(Items from a data source)

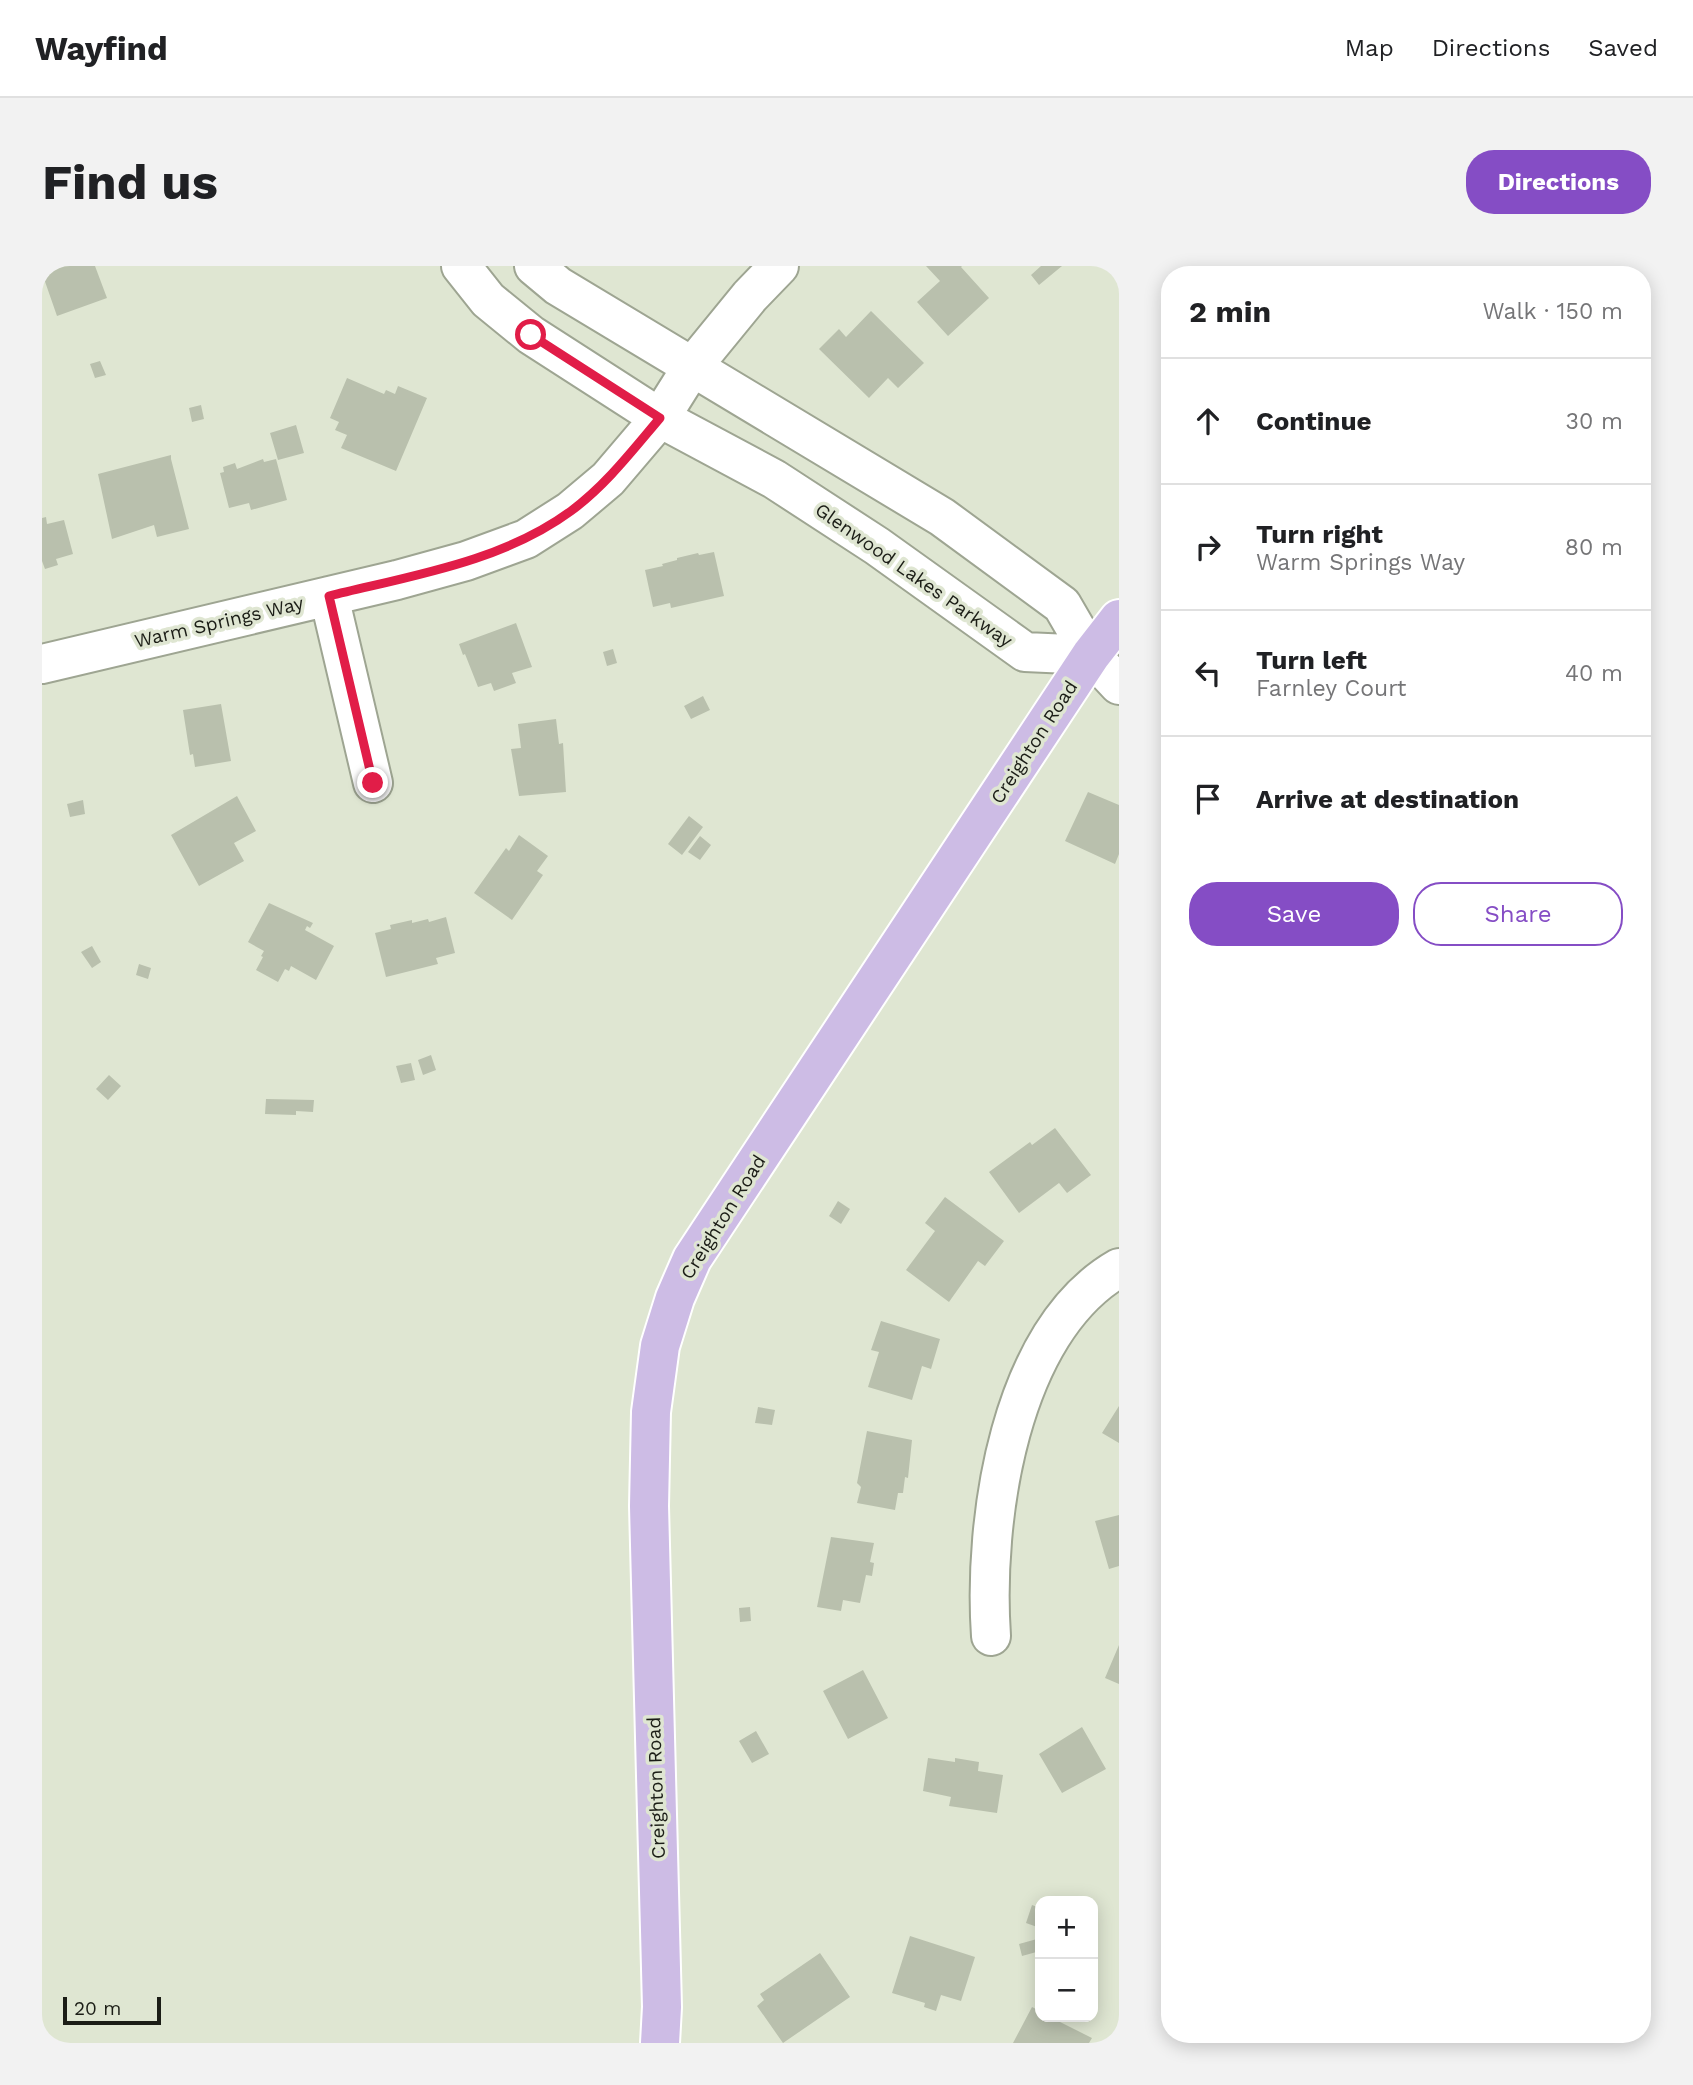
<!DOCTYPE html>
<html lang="en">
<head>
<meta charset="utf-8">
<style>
  :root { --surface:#fff; --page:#f2f2f2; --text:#202124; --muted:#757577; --line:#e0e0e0; --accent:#854dc5 }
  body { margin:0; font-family:"Work Sans",sans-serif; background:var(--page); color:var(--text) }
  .controls { position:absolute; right:21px; bottom:21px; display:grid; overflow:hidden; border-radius:14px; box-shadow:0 4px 18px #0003 }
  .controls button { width:63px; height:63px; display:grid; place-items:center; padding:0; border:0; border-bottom:2px solid var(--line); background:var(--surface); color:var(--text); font:35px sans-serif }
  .scale { position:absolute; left:21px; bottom:18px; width:98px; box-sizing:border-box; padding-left:7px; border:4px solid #1b1d16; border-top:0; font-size:19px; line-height:24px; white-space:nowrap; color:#1b1d16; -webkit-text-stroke:5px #dfe6d2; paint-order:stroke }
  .stop { position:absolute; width:21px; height:21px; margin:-16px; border:5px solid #e11d48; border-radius:50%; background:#fff }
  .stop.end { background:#e11d48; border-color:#fff; box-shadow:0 2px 7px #0008 }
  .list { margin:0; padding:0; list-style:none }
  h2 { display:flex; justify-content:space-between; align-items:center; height:91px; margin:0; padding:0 28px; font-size:30px }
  h2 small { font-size:23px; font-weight:400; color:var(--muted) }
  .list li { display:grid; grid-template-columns:46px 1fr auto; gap:21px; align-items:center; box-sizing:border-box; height:126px; padding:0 28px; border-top:2px solid var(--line) }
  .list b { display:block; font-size:26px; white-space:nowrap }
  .list p { margin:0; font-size:23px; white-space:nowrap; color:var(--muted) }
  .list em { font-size:23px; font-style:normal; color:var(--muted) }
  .actions { display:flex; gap:14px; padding:21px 28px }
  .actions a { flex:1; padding:16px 0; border:2px solid var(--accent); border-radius:28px; text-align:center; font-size:24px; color:var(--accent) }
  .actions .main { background:var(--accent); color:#fff }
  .icon { flex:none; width:38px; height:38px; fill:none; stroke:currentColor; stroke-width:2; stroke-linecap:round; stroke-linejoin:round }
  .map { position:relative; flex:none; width:1077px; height:1777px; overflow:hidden; border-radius:28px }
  header { display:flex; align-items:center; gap:42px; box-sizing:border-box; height:98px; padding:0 35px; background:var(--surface); border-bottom:2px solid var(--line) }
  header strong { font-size:33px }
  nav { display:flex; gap:38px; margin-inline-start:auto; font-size:24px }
  .intro { display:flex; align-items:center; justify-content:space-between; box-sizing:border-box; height:168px; padding:0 42px }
  h1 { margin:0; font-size:49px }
  .button { padding:18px 32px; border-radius:28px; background:var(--accent); color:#fff; font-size:24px; font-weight:700 }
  main { display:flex; gap:42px; padding:0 42px }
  aside { flex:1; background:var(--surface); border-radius:28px; box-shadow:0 4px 18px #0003 }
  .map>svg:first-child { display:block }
  .building { fill:#b9c0ad }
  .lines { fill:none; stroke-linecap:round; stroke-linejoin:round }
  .minor-casing { stroke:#9ea592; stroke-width:42 }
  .major-casing { stroke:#fff; stroke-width:42 }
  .minor { stroke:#fff; stroke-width:38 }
  .major { stroke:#cdbce5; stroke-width:38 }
  .route { stroke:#e11d48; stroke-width:9 }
  .labels { text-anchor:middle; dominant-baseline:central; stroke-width:7; stroke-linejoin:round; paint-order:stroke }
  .street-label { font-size:19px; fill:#1b1d16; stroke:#dfe6d2 }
</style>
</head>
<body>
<header>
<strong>Wayfind</strong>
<nav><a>Map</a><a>Directions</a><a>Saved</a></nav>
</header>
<div class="intro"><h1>Find us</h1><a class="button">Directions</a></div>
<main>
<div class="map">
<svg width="1077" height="1777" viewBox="0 0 1077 1777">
  <rect width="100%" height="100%" fill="#dfe6d2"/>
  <path class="building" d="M19 0H53L65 32 15 50 0 7Z
    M884 0H920L919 1 947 32 906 70 875 36 898 15Z
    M999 0H1020L997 19 989 9Z
    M829 45 882 97 856 122 846 112 827 132 777 83 797 63 804 71Z
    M58 95 64 109 53 112 48 98Z
    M305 112 342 128 344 124 353 128 356 120 385 132 354 205 299 182 305 169 293 164 297 156 288 152Z
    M159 139 162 153 150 156 147 142Z
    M254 159 262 187 236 194 228 167Z
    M129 189V193L147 263 115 271 112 259 70 273 56 208Z
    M221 193 222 196 234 193 245 234 209 244 207 237 187 242 178 207 182 206 181 201 193 197 195 203Z
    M4 251 5 258 22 254 31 288 14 293 16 299 3 303 0 295V252Z
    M672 286 682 330 629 342 628 337 611 341 603 304 621 300 620 298 635 294V292L656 287 657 289Z
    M474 357 490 401 470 407 474 417 452 425 449 417 436 421 423 388 421 389 417 378Z
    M571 383 575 397 565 400 561 386Z
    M661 430 668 444 649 453 642 440Z
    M179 438 189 495 153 501 151 488 148 489 141 444Z
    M514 453 517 478 521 477 524 526 477 530 469 483 479 482 476 458Z
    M1046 526 1077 539V588L1073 598 1023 575Z
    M195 530 214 565 192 577 202 595 157 620 129 569Z
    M41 534 43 548 28 551 25 538Z
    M647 550 661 561 640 589 626 578Z
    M477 569 506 590 495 605 501 609 470 654 432 627 464 582 467 585Z
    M658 570 669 579 658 594 646 586Z
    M227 637 271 657 268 662 265 660 263 664 292 680 274 714 249 700 247 705 243 703 236 716 214 704 221 691 219 690 222 685 206 676Z
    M404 651 413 687 394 692 396 698 344 711 333 667 349 663 348 659 370 654V657L386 653 387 656Z
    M50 680 59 696 50 702 39 686Z
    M97 698 109 702 106 713 94 709Z
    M389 789 394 804 381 809 376 794Z
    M369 797 373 814 359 817 354 800Z
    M67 809 79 820 66 834 54 823Z
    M224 833 272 834 271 846 254 845V849L223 848Z
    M1013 862 1049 909 1025 927 1017 917 977 947 947 906 988 876 990 879Z
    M903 931 962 975 943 1000 936 995 907 1036 864 1004 893 965 883 957Z
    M796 935 808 943 799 958 787 950Z
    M839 1055 898 1073 889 1103 880 1100 870 1134 826 1121 837 1086 829 1084Z
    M1077 1140V1177L1060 1167Z
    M716 1141 733 1144 730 1159 713 1157Z
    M825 1165 870 1174 866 1212 863 1211 861 1227H856L853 1244 815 1237 819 1221 815 1217Z
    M1077 1249V1300L1067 1303 1053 1255Z
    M789 1271 832 1277 828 1296 832 1297 830 1310 824 1309 818 1337 801 1334 799 1345 775 1341Z
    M708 1341 709 1355 698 1356 697 1342Z
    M1077 1379V1418L1063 1412Z
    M821 1404 846 1452 806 1473 781 1425Z
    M1040 1461 1064 1503 1020 1527 997 1488Z
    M714 1465 727 1488 710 1497 697 1475Z
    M886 1492 913 1496V1492L937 1496 936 1505 961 1509 955 1547 907 1540 909 1531 881 1525Z
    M990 1639 998 1642V1662L984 1657Z
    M868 1670 933 1691 919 1735 899 1729 894 1745 882 1741 883 1737 850 1727Z
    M995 1673 998 1685 980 1690 977 1678Z
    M778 1687 808 1731 741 1777 715 1740 722 1734 718 1728Z
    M990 1741 998 1745V1751H1008L1050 1772 1047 1777H971Z"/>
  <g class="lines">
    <g class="minor-casing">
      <path id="minor" d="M419 0 446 34 489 69 618 152 732 213 835 280 983 386 1049 389
        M492 0 516 20 900 251 1020 339 1049 389 1077 419
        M287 330 331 517
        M0 398 355 314 424 295 484 273 528 245 566 213 618 152 650 101 708 30 737 0
        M949 1370C941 1255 967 1065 1077 1002"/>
    </g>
    <g class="major-casing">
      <path id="major" d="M618 1777 620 1741 607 1240 609 1146 618 1080 633 1032 650 993 1049 389 1077 353"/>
    </g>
    <use href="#minor" class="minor"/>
    <use href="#major" class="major"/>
  </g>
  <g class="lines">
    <path class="route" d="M331 517 287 330C368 310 460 296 529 245 564 219 590 185 618 152L489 69"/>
  </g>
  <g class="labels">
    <g class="street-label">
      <text transform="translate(872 309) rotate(35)">Glenwood Lakes Parkway</text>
      <text transform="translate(177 356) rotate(-13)">Warm Springs Way</text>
      <text transform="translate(992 476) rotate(-57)">Creighton Road</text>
      <text transform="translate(681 951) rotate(-58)">Creighton Road</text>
      <text transform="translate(614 1522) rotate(-92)">Creighton Road</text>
    </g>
  </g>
</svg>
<div class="controls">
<button>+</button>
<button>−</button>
</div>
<div class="scale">20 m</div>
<div class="stop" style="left:489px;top:69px"></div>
<div class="stop end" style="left:331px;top:517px"></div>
</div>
<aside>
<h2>2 min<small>Walk · 150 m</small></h2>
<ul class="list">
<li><svg class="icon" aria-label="ahead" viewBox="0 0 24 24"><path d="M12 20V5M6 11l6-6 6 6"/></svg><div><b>Continue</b></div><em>30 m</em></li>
<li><svg class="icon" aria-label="right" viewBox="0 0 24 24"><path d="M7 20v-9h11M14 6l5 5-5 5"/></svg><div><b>Turn right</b><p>Warm Springs Way</p></div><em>80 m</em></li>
<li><svg class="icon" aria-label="left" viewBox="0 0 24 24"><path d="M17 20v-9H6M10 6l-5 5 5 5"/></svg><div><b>Turn left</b><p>Farnley Court</p></div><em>40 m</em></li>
<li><svg class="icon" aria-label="arrive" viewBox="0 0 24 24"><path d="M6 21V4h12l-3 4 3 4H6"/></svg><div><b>Arrive at destination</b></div></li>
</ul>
<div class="actions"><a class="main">Save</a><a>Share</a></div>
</aside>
</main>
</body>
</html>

◆ Action item
Across the entries above, how many lines carry the word "Directions"? Write only the number.

◆ Solution to this task
2